These facts must be interesting to geologists, since
attention has been fixed on the fresh-water formations, and the
curious mixture of marine and fluviatile petrifactions sometimes
observed in certain very recent rocks.
The port of Barcelona has maintained a very active commerce since
1795. From Barcelona is exported most of the produce of those vast
steppes which extend from the south side of the chain of the coast
as far as the Orinoco, and in which cattle of every kind are almost
as abundant as in the Pampas of Buenos Ayres. The commercial
industry of these countries depends on the demand in the West India
Islands for salted provision, oxen, mules, and horses. The coasts
of Terra Firma being opposite to the island of Cuba, at a distance
of fifteen or eighteen days' sail, the merchants of the Havannah
prefer, especially in time of peace, obtaining their provision from
the port of Barcelona, to the risk of a long voyage in another
hemisphere to the mouth of the Rio de la Plata. The situation of
Barcelona is singularly advantageous for the trade in cattle. The
animals have only three days' journey from the llanos to the port,
while it requires eight or nine days to reach Cumana, on account of
the chain of mountains of the Brigantine and the Imposible.

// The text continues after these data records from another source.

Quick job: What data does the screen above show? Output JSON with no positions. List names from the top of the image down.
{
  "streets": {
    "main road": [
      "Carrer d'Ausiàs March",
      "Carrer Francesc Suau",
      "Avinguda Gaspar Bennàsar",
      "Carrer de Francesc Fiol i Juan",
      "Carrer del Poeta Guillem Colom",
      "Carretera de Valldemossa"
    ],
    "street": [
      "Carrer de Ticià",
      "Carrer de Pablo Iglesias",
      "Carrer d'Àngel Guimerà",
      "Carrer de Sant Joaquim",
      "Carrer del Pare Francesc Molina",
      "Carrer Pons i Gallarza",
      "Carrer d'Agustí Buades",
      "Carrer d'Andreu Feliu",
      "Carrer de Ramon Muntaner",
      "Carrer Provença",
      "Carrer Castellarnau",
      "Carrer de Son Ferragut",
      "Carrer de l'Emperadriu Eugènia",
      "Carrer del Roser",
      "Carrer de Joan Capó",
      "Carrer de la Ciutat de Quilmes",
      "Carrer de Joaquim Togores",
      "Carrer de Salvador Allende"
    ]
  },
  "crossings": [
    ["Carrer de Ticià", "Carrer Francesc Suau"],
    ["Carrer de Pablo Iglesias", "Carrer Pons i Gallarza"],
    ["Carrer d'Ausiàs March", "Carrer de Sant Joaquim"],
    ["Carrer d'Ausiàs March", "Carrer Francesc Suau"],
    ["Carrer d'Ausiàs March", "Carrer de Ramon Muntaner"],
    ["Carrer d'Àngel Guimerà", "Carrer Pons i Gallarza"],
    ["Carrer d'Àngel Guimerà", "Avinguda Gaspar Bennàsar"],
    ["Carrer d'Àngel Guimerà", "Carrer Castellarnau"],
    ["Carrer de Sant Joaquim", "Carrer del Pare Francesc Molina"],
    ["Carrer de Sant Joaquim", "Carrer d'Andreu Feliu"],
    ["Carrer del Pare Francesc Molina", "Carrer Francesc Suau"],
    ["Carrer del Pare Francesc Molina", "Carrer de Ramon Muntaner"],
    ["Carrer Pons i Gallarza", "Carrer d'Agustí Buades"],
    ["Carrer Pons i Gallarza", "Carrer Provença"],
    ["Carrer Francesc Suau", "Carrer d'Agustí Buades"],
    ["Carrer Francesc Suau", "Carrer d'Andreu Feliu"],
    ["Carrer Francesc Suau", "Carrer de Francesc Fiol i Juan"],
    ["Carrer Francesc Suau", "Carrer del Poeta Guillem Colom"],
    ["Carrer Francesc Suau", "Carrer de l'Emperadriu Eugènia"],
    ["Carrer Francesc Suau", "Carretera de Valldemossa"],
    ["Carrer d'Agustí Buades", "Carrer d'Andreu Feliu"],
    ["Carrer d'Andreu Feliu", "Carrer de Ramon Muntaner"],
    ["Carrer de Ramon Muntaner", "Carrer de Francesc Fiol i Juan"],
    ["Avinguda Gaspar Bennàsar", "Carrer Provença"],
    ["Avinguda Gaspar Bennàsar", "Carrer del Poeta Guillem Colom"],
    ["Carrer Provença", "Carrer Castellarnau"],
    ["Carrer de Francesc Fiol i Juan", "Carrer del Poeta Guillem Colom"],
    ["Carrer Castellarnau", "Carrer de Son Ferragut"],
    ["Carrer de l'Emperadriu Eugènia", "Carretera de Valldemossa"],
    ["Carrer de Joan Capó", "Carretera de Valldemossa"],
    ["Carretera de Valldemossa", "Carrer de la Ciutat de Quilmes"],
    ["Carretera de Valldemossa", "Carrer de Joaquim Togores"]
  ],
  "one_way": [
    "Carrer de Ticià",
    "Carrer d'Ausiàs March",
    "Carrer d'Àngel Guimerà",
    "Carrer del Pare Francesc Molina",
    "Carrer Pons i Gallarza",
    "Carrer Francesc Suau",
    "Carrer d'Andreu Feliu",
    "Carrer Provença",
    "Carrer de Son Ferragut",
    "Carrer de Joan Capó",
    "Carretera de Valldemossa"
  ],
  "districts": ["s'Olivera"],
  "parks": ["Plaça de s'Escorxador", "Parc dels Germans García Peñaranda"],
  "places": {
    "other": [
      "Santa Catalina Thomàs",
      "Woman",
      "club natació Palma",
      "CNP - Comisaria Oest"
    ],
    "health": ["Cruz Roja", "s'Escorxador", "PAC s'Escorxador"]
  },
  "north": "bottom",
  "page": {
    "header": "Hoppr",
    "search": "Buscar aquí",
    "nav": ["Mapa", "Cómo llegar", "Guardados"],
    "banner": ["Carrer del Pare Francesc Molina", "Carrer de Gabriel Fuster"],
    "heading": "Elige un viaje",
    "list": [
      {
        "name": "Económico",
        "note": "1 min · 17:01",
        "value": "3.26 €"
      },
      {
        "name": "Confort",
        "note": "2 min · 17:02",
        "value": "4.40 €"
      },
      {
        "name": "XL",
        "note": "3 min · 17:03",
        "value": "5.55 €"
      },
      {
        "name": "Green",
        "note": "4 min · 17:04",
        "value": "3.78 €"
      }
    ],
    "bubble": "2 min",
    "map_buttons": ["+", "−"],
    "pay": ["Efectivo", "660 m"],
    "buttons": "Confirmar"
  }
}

Having landed on the right bank of the Neveri, we ascended to a
little fort called El Morro de Barcelona, situated at the elevation
of sixty or seventy toises above the level of the sea. The Morro is
a calcareous rock which has been lately fortified.
The view from the summit of the Morro is not without beauty. The
rocky island of Boracha lies on the east, the lofty promontory of
Unare is on the west, and below are seen the mouth of the river
Neveri, and the arid shores on which the crocodiles come to sleep
in the sun. Notwithstanding the extreme heat of the air, for the
thermometer, exposed to the reflection of the white calcareous
rock, rose to 38 degrees, we traversed the whole of the eminence. A
fortunate chance led us to observe some very curious geological
phenomena, which we again met with in the Cordilleras of Mexico.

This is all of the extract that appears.